What is needed:
Begin at the first line below and copy each line exactly, ending with the line where "Transcribe the names" appears.

Saved data entries:

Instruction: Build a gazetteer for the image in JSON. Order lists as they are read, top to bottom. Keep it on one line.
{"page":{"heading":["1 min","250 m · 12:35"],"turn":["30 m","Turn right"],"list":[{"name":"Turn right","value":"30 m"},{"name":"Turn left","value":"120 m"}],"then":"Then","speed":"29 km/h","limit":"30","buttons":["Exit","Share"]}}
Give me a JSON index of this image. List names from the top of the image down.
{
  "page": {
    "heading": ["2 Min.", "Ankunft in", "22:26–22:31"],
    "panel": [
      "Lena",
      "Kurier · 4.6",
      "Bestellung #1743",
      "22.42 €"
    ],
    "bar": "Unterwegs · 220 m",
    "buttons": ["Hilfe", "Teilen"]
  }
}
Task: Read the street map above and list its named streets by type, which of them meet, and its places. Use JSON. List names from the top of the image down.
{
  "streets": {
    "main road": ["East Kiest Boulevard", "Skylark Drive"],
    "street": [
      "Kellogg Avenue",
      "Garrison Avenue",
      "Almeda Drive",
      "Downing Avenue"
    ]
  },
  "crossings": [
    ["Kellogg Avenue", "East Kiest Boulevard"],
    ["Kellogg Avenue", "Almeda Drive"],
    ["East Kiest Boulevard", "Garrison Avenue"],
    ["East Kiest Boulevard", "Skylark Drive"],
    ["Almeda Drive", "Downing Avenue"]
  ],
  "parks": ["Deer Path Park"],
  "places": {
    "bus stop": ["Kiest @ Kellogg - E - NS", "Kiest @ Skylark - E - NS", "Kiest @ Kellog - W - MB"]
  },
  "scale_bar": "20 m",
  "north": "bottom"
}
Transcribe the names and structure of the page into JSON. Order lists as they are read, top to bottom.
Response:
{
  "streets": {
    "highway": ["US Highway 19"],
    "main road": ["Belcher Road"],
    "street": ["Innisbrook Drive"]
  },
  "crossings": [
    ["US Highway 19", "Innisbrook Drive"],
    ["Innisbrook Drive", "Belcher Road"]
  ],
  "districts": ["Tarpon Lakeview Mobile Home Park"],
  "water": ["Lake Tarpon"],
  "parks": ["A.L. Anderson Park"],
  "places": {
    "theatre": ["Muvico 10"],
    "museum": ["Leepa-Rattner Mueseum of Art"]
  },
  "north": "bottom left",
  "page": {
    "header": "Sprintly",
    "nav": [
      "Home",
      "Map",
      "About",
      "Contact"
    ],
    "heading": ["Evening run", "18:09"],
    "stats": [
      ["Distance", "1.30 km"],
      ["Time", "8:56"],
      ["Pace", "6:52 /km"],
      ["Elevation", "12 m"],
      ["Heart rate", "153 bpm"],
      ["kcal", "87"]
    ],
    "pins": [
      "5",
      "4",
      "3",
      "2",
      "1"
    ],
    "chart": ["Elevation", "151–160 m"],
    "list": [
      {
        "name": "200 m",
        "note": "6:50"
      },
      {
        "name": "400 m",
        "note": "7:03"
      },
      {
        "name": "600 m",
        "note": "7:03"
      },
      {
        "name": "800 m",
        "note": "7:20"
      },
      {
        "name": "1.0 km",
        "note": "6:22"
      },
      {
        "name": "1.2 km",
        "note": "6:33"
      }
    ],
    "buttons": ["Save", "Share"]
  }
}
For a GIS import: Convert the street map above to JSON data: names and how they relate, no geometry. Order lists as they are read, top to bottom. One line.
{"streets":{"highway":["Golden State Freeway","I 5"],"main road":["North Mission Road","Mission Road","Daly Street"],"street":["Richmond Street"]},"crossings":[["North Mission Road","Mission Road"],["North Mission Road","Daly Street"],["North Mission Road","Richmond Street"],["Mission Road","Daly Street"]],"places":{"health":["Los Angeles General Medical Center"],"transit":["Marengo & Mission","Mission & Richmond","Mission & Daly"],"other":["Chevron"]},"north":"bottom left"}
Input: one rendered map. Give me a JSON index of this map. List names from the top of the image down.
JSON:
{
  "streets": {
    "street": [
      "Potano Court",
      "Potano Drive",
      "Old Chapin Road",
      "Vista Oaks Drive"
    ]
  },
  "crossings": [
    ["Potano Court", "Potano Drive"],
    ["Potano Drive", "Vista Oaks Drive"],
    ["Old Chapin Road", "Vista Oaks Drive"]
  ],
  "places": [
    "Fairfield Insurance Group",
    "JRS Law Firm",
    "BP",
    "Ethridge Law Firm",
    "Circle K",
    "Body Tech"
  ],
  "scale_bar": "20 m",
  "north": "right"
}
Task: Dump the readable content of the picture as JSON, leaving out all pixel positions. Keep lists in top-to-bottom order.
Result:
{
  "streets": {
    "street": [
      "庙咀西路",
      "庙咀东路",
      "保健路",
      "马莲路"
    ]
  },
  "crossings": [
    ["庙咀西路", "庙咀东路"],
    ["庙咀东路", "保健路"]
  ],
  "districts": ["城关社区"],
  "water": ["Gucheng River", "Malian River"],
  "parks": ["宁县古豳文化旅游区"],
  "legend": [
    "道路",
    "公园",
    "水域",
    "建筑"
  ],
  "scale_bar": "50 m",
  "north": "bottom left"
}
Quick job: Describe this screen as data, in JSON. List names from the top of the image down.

Solution:
Instruction: Build a gazetteer for the image in JSON. Order lists as they are read, top to bottom. Keep it on one line.
{"page":{"heading":["1 min","250 m · 12:35"],"turn":["30 m","Turn right"],"list":[{"name":"Turn right","value":"30 m"},{"name":"Turn left","value":"120 m"}],"then":"Then","speed":"29 km/h","limit":"30","buttons":["Exit","Share"]}}
Give me a JSON index of this image. List names from the top of the image down.
{
  "page": {
    "heading": ["2 Min.", "Ankunft in", "22:26–22:31"],
    "panel": [
      "Lena",
      "Kurier · 4.6",
      "Bestellung #1743",
      "22.42 €"
    ],
    "bar": "Unterwegs · 220 m",
    "buttons": ["Hilfe", "Teilen"]
  }
}
Task: Read the street map above and list its named streets by type, which of them meet, and its places. Use JSON. List names from the top of the image down.
{
  "streets": {
    "main road": ["East Kiest Boulevard", "Skylark Drive"],
    "street": [
      "Kellogg Avenue",
      "Garrison Avenue",
      "Almeda Drive",
      "Downing Avenue"
    ]
  },
  "crossings": [
    ["Kellogg Avenue", "East Kiest Boulevard"],
    ["Kellogg Avenue", "Almeda Drive"],
    ["East Kiest Boulevard", "Garrison Avenue"],
    ["East Kiest Boulevard", "Skylark Drive"],
    ["Almeda Drive", "Downing Avenue"]
  ],
  "parks": ["Deer Path Park"],
  "places": {
    "bus stop": ["Kiest @ Kellogg - E - NS", "Kiest @ Skylark - E - NS", "Kiest @ Kellog - W - MB"]
  },
  "scale_bar": "20 m",
  "north": "bottom"
}
Transcribe the names and structure of the page into JSON. Order lists as they are read, top to bottom.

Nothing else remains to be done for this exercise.